The letter coincides with a recent push to decriminalize sex work. An advocacy group known as DecrimNY has mounted a strong campaign to defend sex workers, while politicians at the state level have proposed legislation aimed at eradicating the overpolicing of the sex work industry. An increasing number of elected officials, including Brooklyn District Attorney Eric Gonzalez, have endorsed the decriminalization of sex work.

Yet, the NYPD is actively deriding calls for reform. In a statement provided to Gay City News, Sergeant Jessica McRorie, an NYPD spokesperson, brushed off criticism of the Vice Squad, defending it for its work in targeting “the gangs and criminal enterprises that peddle in sex and human trafficking; prey on children; and victimize the vulnerable.”

“Sweeping generalizations do a real disserve to dedicated Vice cops,” McRorie said of the letter. “And they blatantly mischaracterize the successful work the NYPD does every day to forge deeper bonds of partnership with the communities we serve — while keeping crime in New York City at record low levels.”

The department’s tactic of shifting the focus away from consensual sex work to the department’s work on trafficking and child abuse represented one of the main concerns presented in the letter — that the department bunches the two issues together in the same breath.

The NYPD’s defensive response yielded pointed reactions from elected officials who signed the letter and advocates involved in the decriminalization movement. Nina Luo, a member of Decrim NY’s Steering Committee, called out the Vice Squad for hypocrisy and said it should be defunded.

“It is straight up laughable for Vice to claim moral high ground when they are the ones running the prostitution rings,” Luo told Gay City News. “Vice cops have immense power over sex workers, who are highly criminalized, and they abuse that power every day to harass, blackmail, and assault our community.

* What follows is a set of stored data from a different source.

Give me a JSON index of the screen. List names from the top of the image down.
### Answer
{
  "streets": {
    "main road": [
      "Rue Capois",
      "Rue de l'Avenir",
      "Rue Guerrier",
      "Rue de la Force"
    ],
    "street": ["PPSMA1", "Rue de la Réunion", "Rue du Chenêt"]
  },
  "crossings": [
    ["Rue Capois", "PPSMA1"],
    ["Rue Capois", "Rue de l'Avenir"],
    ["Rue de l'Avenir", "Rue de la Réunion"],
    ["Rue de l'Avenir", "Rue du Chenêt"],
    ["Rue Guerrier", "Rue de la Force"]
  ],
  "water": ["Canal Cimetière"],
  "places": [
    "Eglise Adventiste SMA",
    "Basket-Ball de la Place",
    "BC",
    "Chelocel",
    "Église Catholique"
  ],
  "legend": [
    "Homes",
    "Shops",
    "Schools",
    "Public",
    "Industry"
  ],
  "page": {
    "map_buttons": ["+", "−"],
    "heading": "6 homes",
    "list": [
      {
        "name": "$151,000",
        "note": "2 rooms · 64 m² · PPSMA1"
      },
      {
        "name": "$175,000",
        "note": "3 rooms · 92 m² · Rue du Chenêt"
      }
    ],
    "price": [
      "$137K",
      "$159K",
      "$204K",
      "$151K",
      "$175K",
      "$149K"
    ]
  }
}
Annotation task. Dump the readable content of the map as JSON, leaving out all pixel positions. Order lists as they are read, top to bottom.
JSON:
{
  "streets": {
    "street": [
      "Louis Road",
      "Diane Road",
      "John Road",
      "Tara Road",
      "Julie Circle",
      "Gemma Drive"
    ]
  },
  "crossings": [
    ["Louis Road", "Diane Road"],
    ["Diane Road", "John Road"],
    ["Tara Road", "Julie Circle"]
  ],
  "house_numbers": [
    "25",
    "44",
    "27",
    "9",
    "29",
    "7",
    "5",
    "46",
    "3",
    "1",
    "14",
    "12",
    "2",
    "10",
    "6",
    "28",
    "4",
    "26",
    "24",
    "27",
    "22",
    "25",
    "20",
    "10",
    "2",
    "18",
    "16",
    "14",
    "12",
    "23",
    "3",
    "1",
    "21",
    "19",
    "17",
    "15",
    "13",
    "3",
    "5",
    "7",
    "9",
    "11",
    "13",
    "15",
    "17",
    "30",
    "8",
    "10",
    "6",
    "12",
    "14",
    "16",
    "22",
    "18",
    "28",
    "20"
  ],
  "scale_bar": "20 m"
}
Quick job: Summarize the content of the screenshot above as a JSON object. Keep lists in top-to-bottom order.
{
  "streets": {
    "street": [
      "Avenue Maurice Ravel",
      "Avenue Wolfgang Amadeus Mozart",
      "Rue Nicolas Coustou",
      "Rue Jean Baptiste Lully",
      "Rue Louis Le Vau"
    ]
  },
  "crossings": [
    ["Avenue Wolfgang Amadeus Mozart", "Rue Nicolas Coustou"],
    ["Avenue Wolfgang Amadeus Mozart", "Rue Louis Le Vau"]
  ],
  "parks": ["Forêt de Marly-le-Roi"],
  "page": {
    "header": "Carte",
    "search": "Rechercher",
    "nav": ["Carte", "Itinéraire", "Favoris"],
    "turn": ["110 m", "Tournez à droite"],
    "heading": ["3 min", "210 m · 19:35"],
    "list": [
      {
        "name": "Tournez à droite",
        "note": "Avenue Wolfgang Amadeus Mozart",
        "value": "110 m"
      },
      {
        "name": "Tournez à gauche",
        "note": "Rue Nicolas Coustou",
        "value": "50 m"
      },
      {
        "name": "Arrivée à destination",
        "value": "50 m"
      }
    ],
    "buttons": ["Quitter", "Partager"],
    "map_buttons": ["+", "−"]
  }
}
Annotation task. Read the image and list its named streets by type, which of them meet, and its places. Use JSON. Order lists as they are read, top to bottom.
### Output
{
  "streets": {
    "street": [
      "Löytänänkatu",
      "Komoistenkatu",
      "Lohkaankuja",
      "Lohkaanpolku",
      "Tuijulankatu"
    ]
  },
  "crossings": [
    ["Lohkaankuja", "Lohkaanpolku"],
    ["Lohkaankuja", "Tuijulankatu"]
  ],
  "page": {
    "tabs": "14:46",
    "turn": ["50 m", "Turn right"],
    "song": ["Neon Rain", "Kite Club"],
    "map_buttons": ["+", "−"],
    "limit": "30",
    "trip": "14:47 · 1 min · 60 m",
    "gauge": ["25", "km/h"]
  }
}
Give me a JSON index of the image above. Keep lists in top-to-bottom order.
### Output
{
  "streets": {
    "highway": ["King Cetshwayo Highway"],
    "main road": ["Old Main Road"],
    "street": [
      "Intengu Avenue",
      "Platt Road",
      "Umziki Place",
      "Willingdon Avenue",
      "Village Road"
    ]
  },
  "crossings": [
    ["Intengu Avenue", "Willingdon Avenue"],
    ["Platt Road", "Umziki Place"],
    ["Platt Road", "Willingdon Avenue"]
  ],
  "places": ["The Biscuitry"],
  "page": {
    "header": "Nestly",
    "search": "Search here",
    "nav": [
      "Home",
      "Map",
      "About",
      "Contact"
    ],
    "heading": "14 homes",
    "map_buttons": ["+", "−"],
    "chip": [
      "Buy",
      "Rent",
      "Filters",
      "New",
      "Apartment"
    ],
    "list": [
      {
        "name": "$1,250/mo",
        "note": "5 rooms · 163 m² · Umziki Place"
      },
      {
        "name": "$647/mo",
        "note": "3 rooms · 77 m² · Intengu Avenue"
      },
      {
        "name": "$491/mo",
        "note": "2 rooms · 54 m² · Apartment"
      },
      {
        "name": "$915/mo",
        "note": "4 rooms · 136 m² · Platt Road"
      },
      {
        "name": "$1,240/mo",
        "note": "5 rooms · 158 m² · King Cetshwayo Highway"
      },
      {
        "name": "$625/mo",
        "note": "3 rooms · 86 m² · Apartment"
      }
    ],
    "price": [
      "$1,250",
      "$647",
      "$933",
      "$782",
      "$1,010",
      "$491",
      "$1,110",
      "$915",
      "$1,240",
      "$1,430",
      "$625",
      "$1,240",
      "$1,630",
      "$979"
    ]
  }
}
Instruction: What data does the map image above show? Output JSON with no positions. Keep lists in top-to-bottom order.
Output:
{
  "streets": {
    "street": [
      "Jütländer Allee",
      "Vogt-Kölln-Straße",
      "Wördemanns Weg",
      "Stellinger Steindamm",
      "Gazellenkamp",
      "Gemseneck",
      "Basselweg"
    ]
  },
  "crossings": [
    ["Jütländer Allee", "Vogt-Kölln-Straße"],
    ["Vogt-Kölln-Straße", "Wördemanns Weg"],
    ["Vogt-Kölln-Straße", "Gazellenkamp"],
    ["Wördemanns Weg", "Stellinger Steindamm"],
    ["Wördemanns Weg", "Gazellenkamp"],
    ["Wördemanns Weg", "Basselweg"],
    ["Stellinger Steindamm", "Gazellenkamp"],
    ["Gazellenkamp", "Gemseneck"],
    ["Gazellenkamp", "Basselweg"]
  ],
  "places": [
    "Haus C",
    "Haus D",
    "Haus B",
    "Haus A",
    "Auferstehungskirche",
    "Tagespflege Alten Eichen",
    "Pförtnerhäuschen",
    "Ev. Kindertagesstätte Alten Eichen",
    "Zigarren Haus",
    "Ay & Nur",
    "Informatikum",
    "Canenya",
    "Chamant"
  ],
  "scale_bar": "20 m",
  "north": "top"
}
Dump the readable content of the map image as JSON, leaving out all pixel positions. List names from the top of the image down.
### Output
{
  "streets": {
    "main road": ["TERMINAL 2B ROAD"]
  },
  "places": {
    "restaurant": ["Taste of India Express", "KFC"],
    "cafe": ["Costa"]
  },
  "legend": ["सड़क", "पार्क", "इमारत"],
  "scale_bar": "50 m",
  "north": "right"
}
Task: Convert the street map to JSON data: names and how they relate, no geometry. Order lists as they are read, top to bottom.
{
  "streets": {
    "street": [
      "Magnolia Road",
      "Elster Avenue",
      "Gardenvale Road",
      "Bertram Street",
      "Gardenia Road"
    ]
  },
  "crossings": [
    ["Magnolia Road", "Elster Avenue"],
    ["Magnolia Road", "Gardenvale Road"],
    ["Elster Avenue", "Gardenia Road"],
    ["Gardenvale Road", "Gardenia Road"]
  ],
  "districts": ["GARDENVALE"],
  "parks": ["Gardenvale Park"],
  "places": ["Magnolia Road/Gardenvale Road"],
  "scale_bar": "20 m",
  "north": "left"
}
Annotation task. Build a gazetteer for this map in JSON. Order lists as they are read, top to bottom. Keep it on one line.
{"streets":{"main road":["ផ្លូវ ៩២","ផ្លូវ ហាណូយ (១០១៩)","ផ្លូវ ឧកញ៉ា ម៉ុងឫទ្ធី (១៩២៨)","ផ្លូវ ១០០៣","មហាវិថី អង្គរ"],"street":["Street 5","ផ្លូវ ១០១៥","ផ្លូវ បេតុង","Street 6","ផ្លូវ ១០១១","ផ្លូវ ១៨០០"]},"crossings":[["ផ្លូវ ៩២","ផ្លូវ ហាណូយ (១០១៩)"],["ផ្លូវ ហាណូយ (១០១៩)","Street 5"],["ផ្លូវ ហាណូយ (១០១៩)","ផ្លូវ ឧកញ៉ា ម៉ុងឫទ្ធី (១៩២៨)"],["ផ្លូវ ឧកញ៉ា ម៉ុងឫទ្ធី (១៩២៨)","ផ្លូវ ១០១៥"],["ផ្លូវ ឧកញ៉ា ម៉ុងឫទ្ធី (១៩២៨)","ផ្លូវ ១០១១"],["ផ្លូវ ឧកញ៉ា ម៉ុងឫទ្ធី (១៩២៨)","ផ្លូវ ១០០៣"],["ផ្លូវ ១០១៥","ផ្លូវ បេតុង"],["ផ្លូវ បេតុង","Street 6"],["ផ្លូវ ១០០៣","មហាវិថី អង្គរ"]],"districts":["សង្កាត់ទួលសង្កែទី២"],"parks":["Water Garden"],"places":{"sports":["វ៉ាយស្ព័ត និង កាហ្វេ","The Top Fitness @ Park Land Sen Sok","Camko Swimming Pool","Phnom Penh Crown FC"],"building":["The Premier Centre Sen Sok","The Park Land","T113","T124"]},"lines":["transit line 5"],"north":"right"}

They have the power to arrest or not to arrest, and they use that power to coerce sexual favors from undocumented women and trans women. That’s rape.”

Others also took issue with the NYPD’s resistance to calls for an investigation. Quart noted that safety in the city is dependent on full transparency from the police department — and a city agency shouldn’t be so resistant to a potential probe.

“This investigation is an effort to uphold the integrity of the NYPD, but their leadership wants to see it as an attack on all cops,” Quart said in a statement to Gay City News. “The facts speak for themselves — Vice has a history of targeting sex workers, making their work more dangerous, and in some cases, deadly.”

He continued, “If the Vice Squad is as structurally sound as NYPD leadership believes, they should have no problem with the DOI confirming that through an investigation.”

Audacia Ray, who is involved with DecrimNY and serves as the director of community organizing and public advocacy at the LGBTQ-focused New York City Anti-Violence Project, said the NYPD regularly violates the rights of queer folks and those who are trading sex — and must face accountability for its actions.

“We know our community is not served by Vice,” Ray said. “It’s a wholly obscured process. We need oversight, period.”

Ramos, who been especially active in the decriminalization movement since she unseated IDC-affiliated incumbent State Senator José Peralta last year, said there are reasons why a division like Vice is not effective.

“We know current policies aren’t working, and we know about past corruption,” she said. “It’s time the DOI clean house while my colleagues and I work to improve our laws.”

Torres and Kim did not respond to requests for comment on this story by press time.